Just last weekend, a rash of E. coli cases in Washington state and Oregon prompted Chipotle to temporarily shutter 43 of its restaurants there. No deaths have been reported. On Tuesday, health officials in Oregon and Washington said the number of cases has jumped to at least 37, with 25 in Washington and 12 in Oregon.
The current outbreak follows one involving Salmonella and tomatoes served at Chipotles in Minnesota, where more than 60 people reported getting sick in August and September. In a media briefing Tuesday about the rise in multistate foodborne outbreaks nationally, Kathleen Gensheimer, a senior FDA official in charge of food safety, said the restaurant chain's executives want to meet with federal health officials to "discuss what practices might be contributing" to the problem.
A new report by the Centers for Disease Control and Prevention makes clear the danger these pathogens pose. In analyzing the illnesses, hospitalizations and deaths from foodborne outbreaks that took place in two or more states between 2010 and 2014, it found 120 multistate outbreaks. Although just a fraction of the more than 4,000 incidents reported during that period, the outbreaks accounted for 34 percent of hospitalizations and 56 percent of deaths.
CDC Director Thomas Frieden said the latest multistate outbreaks are more dangerous because they involve deadlier germs. "On average, there are about two per month, and they can be big and they can be lethal," he said during the briefing.
Salmonella accounted for most of the illnesses and hospitalizations. It was also the cause of the three largest outbreaks, which were traced to eggs, chicken and raw ground tuna. Salmonella outbreaks involved nearly twice as many food categories as any other pathogen. Fruit, seeded vegetables, sprouts, nuts and seeds were all contaminated.
Listeria killed the most people; it was responsible for 57 of the 66 deaths during the five-year period. A single outbreak of contaminated cantaloupe in 2011 killed 33 people.
Imported foods accounted for 18 of the multistate outbreaks. Foods from Mexico, including mangoes and papayas, were the leading source in those events, followed by foods from Turkey such as pine nuts, tahini, and pomegranate seeds.
Regardless of an outbreak's magnitude, the toll can be significant. Contaminated foods sicken an estimated 48 million Americans annually, leading to 128,000 hospitalizations and roughly 3,000 deaths, according to the CDC.

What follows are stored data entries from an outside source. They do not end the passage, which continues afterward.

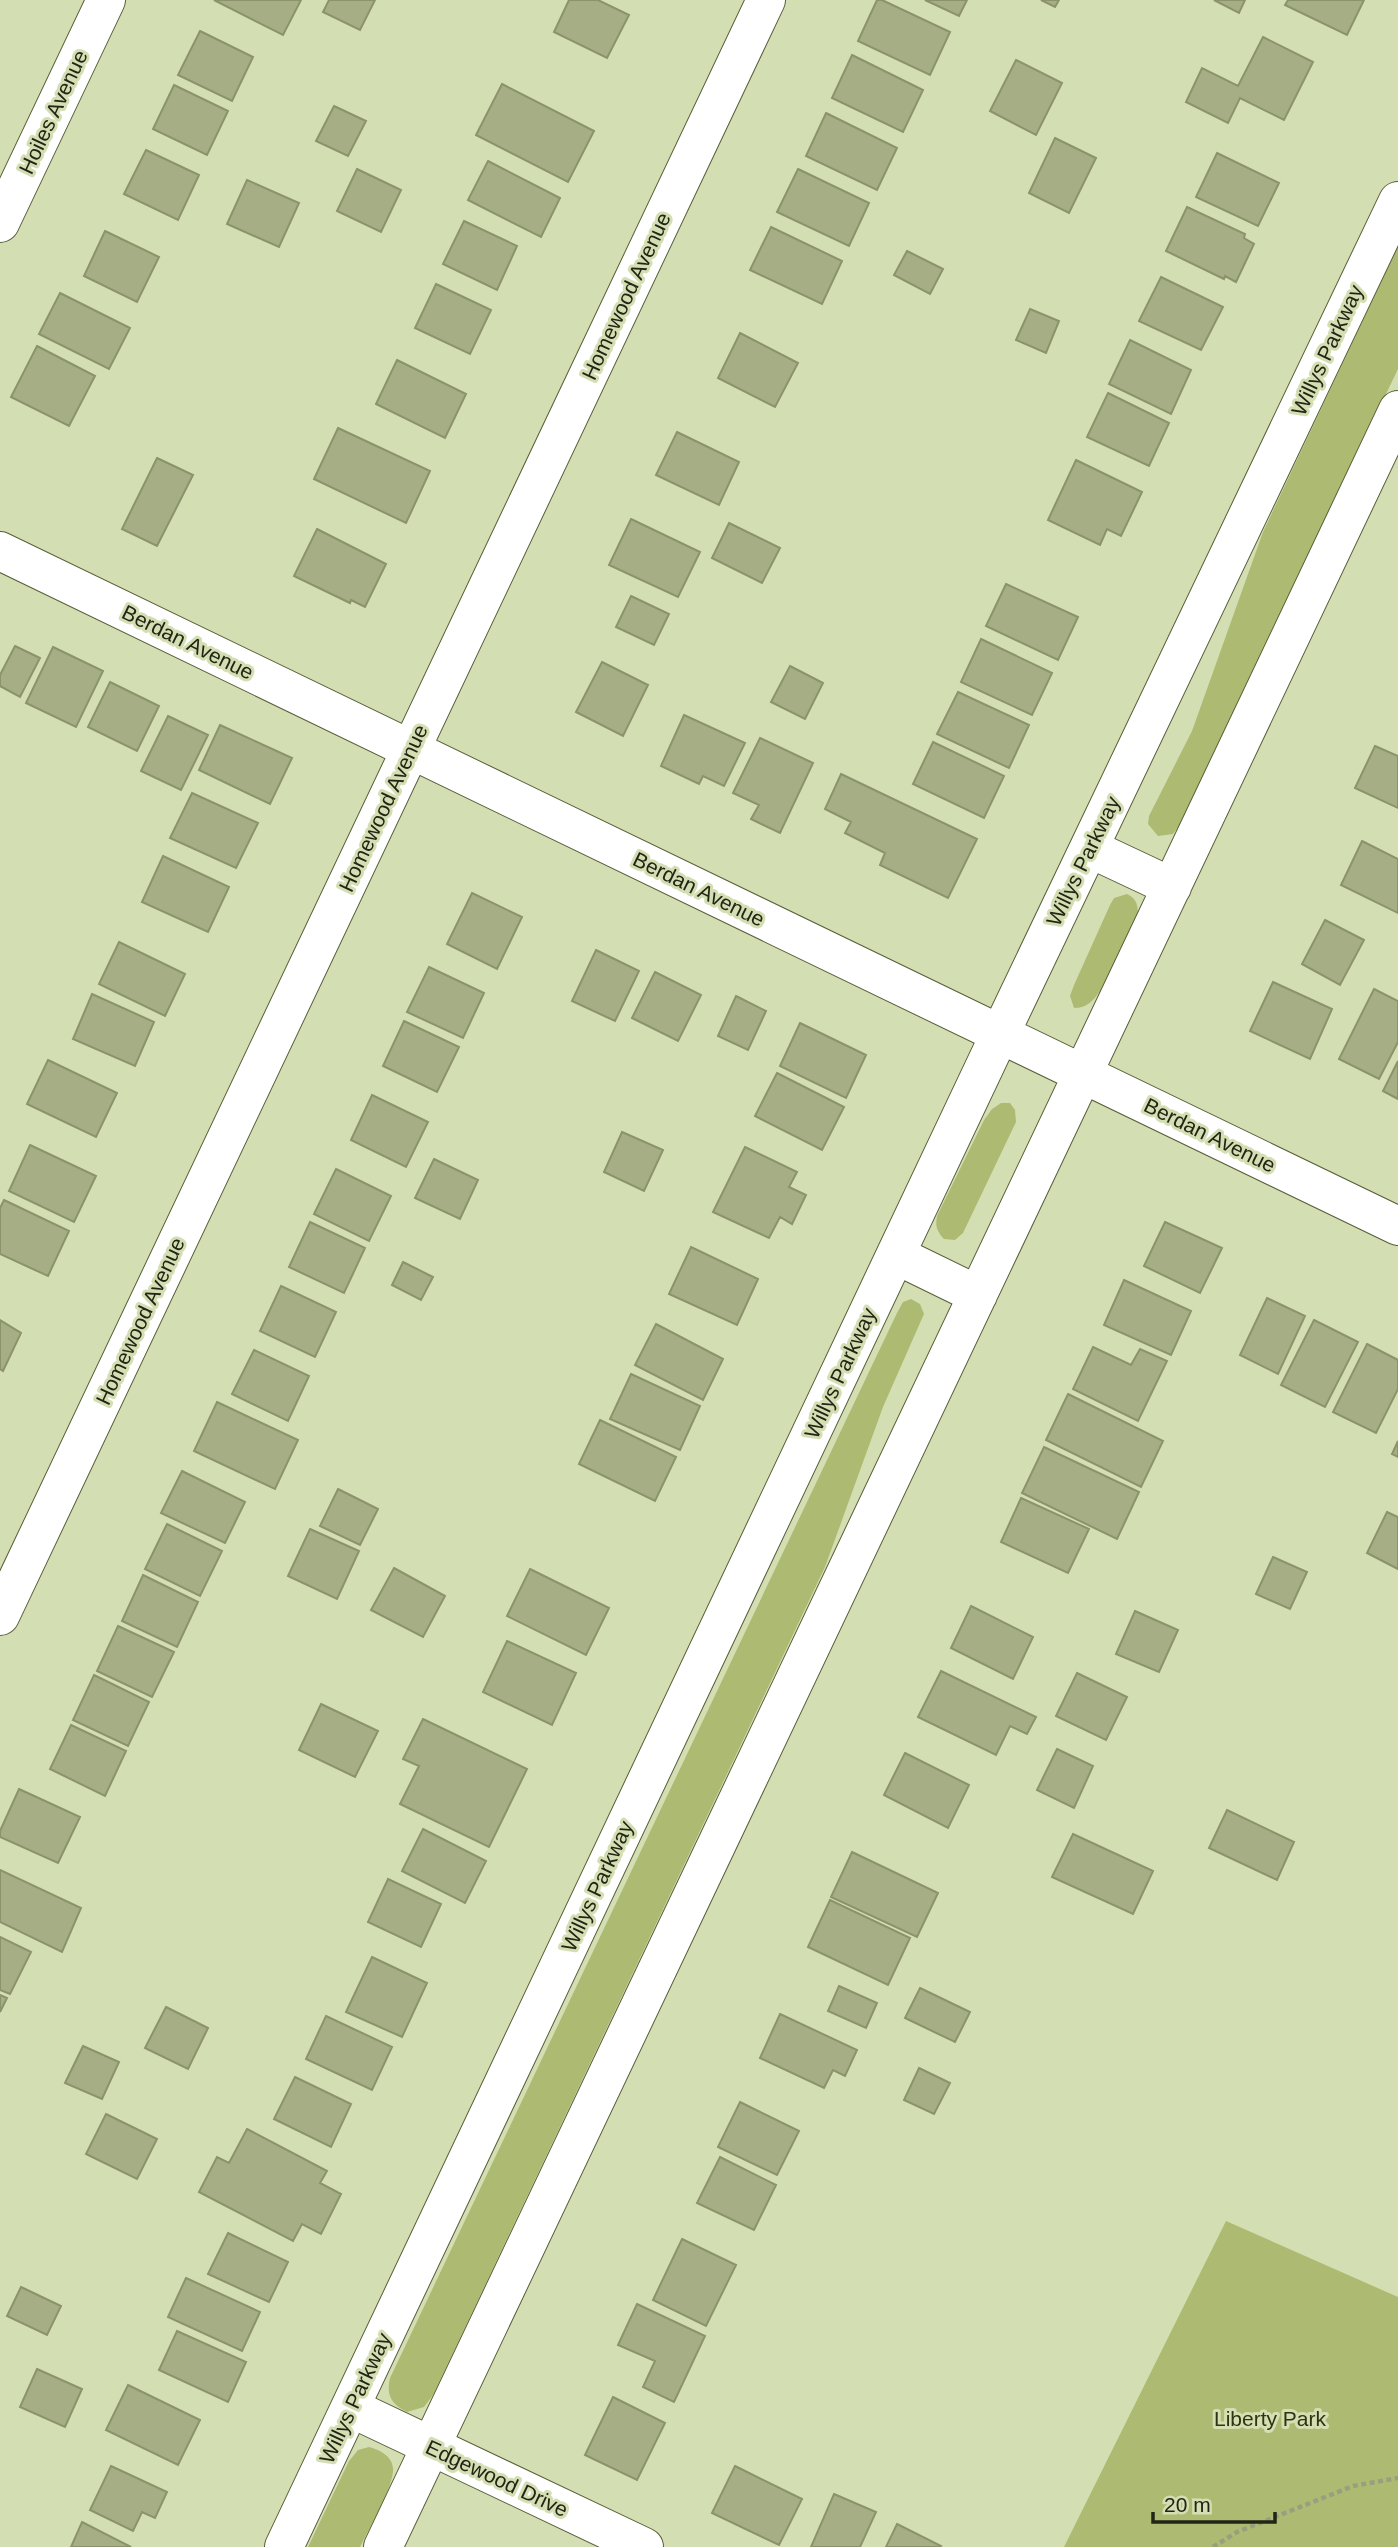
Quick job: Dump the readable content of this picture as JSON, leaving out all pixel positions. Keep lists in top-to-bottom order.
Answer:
{
  "streets": {
    "main road": [
      "Hoiles Avenue",
      "Homewood Avenue",
      "Willys Parkway",
      "Berdan Avenue",
      "Edgewood Drive"
    ]
  },
  "crossings": [
    ["Homewood Avenue", "Berdan Avenue"],
    ["Willys Parkway", "Berdan Avenue"],
    ["Willys Parkway", "Edgewood Drive"]
  ],
  "parks": ["Liberty Park"],
  "scale_bar": "20 m"
}
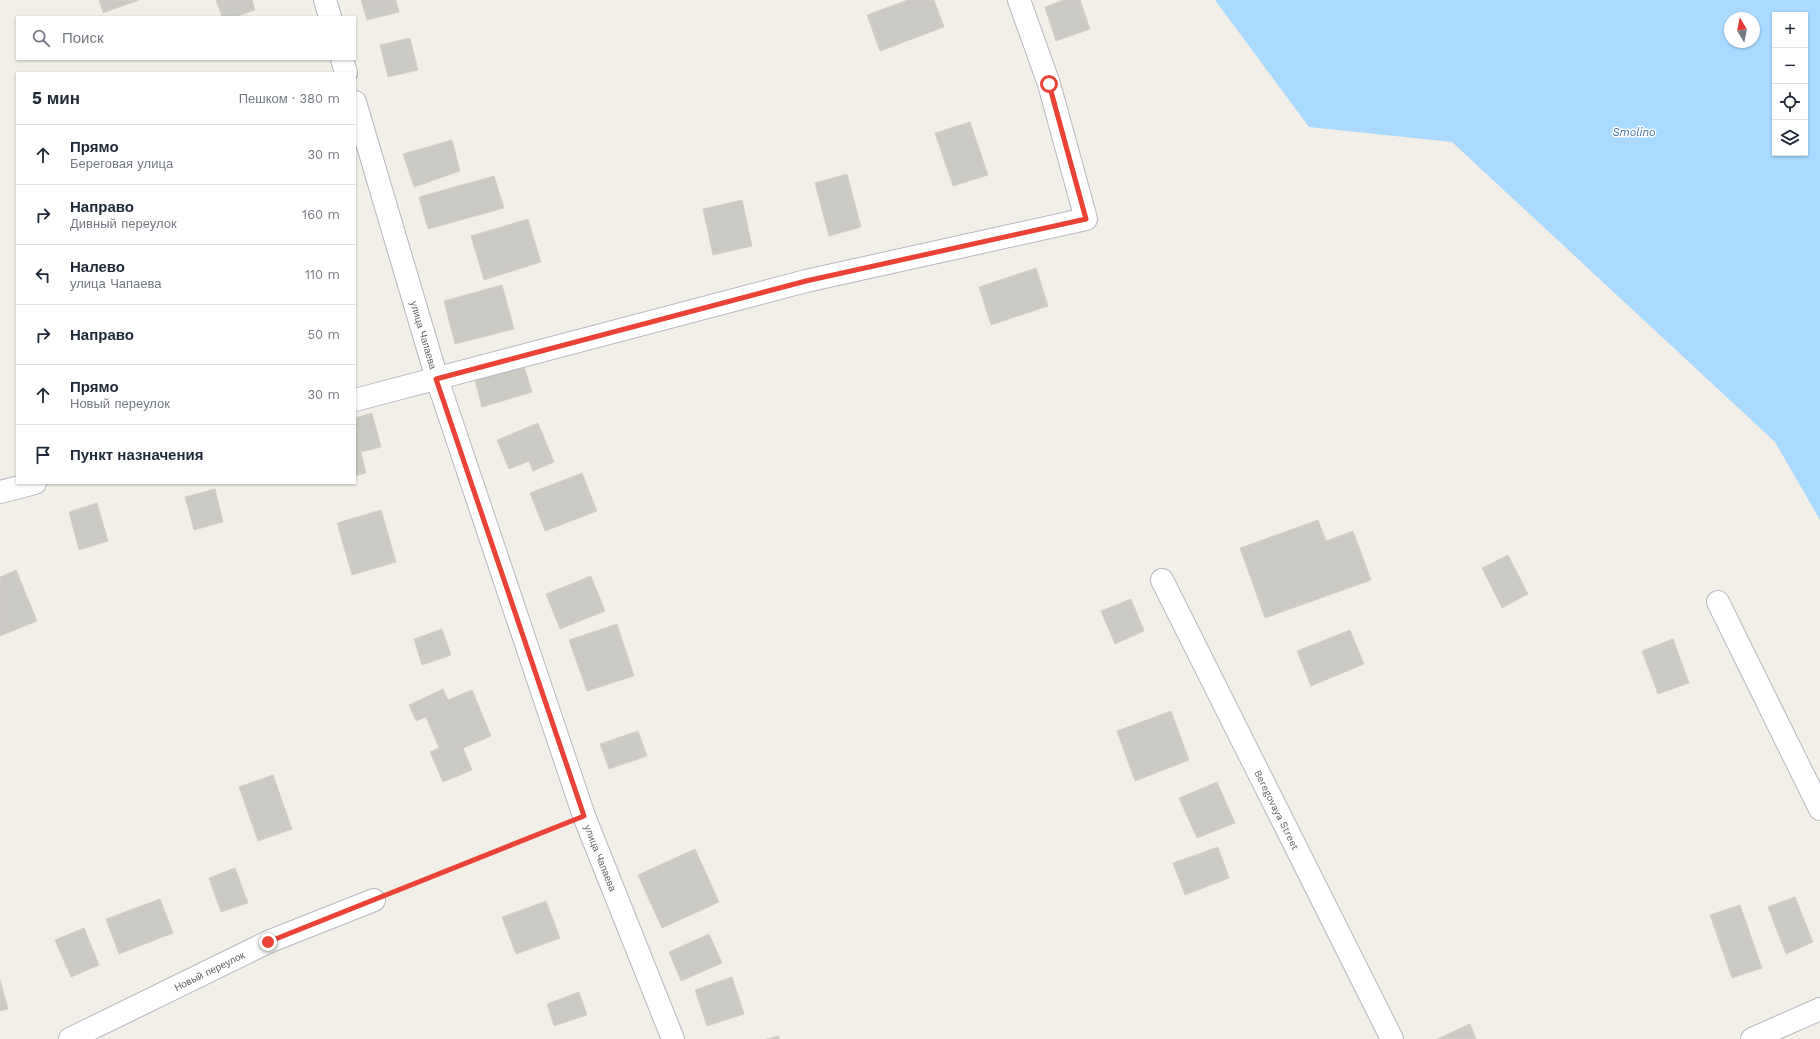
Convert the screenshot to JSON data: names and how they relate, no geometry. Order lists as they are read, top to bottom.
{
  "streets": {
    "street": ["улица Чапаева", "Beregovaya Street", "Новый переулок"]
  },
  "water": ["Smolino"],
  "north": "top",
  "page": {
    "map_buttons": ["+", "−"],
    "search": "Поиск",
    "heading": ["5 мин", "Пешком · 380 m"],
    "list": [
      ["Прямо", "Береговая улица", "30 m"],
      ["Направо", "Дивный переулок", "160 m"],
      ["Налево", "улица Чапаева", "110 m"],
      ["Направо", "50 m"],
      ["Прямо", "Новый переулок", "30 m"],
      "Пункт назначения"
    ]
  }
}
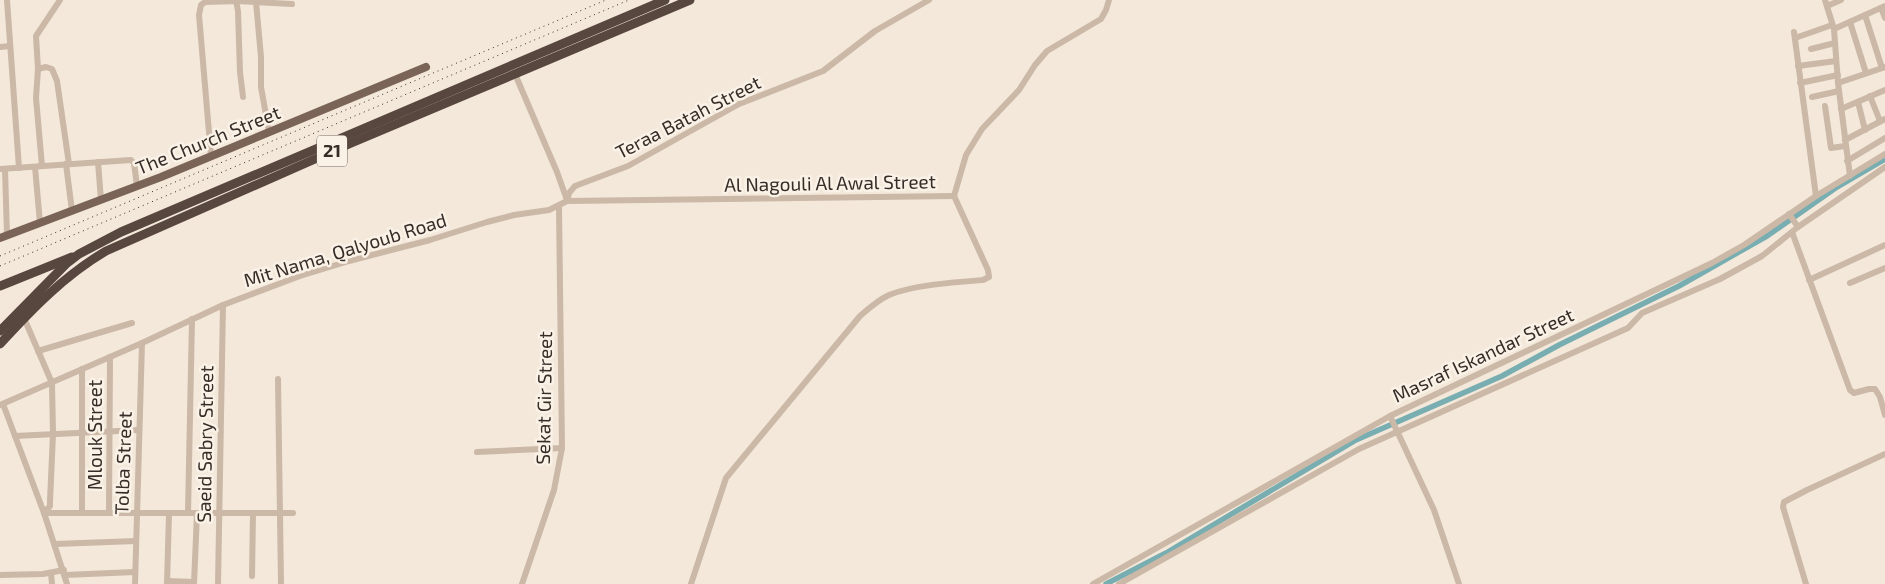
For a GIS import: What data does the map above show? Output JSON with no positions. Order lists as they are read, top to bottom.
{
  "streets": {
    "highway": ["21"],
    "main road": ["The Church Street"],
    "street": [
      "Teraa Batah Street",
      "Al Nagouli Al Awal Street",
      "Mit Nama, Qalyoub Road",
      "Masraf Iskandar Street",
      "Sekat Gir Street",
      "Mlouk Street",
      "Saeid Sabry Street",
      "Tolba Street"
    ]
  },
  "crossings": [
    ["Teraa Batah Street", "Al Nagouli Al Awal Street"],
    ["Teraa Batah Street", "Mit Nama, Qalyoub Road"],
    ["Al Nagouli Al Awal Street", "Mit Nama, Qalyoub Road"],
    ["Mit Nama, Qalyoub Road", "Sekat Gir Street"],
    ["Mit Nama, Qalyoub Road", "Mlouk Street"],
    ["Mit Nama, Qalyoub Road", "Saeid Sabry Street"],
    ["Mit Nama, Qalyoub Road", "Tolba Street"]
  ]
}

In September, the Food and Drug Administration finalized long-awaited rules that will require U.S. food manufacturers to make detailed plans to identify and prevent possible contamination risks in their production facilities. FDA said it expects to soon finalize additional rules regarding the growing and packaging of produce, as well as requirements that imported foods meet U.S. safety standards. Most of the rules haven't been put into place yet.
CDC officials are also using new gene-sequencing tools to track down the source of outbreaks faster. The agency has been using the technology for all investigations involving Listeria since September 2013 and will begin testing it for salmonella, E. coli and campylobacter next year.
This DNA "fingerprinting" allows public health officials to examine thousands of pieces of DNA to link germs in sick people with the pathogens in contaminated food more precisely than the standard techniques in use for the past two decades. So far, officials say, they've been able to solve some "cold cases" by finding contaminated food responsible for unsolved illnesses.
By using that technology and detailed questionnaires on what people ate before they got sick, CDC, FDA and the U.S. Department of Agriculture solved 9 Listeria outbreaks in the last year, compared with two the previous year.
The gene sequencing played a key role this spring in a major incident traced to Blue Bell Creameries, the nation's third-largest ice cream maker. The company issued the first recall in its 108-year history after ice cream tainted with Listeria monocytogenes, the bacteria that cause the infection listeriosis, was linked to three deaths at a Kansas hospital and illnesses in Kansas and Texas. CDC was able to determine that cases dating as far back as five years ago were related to the outbreak.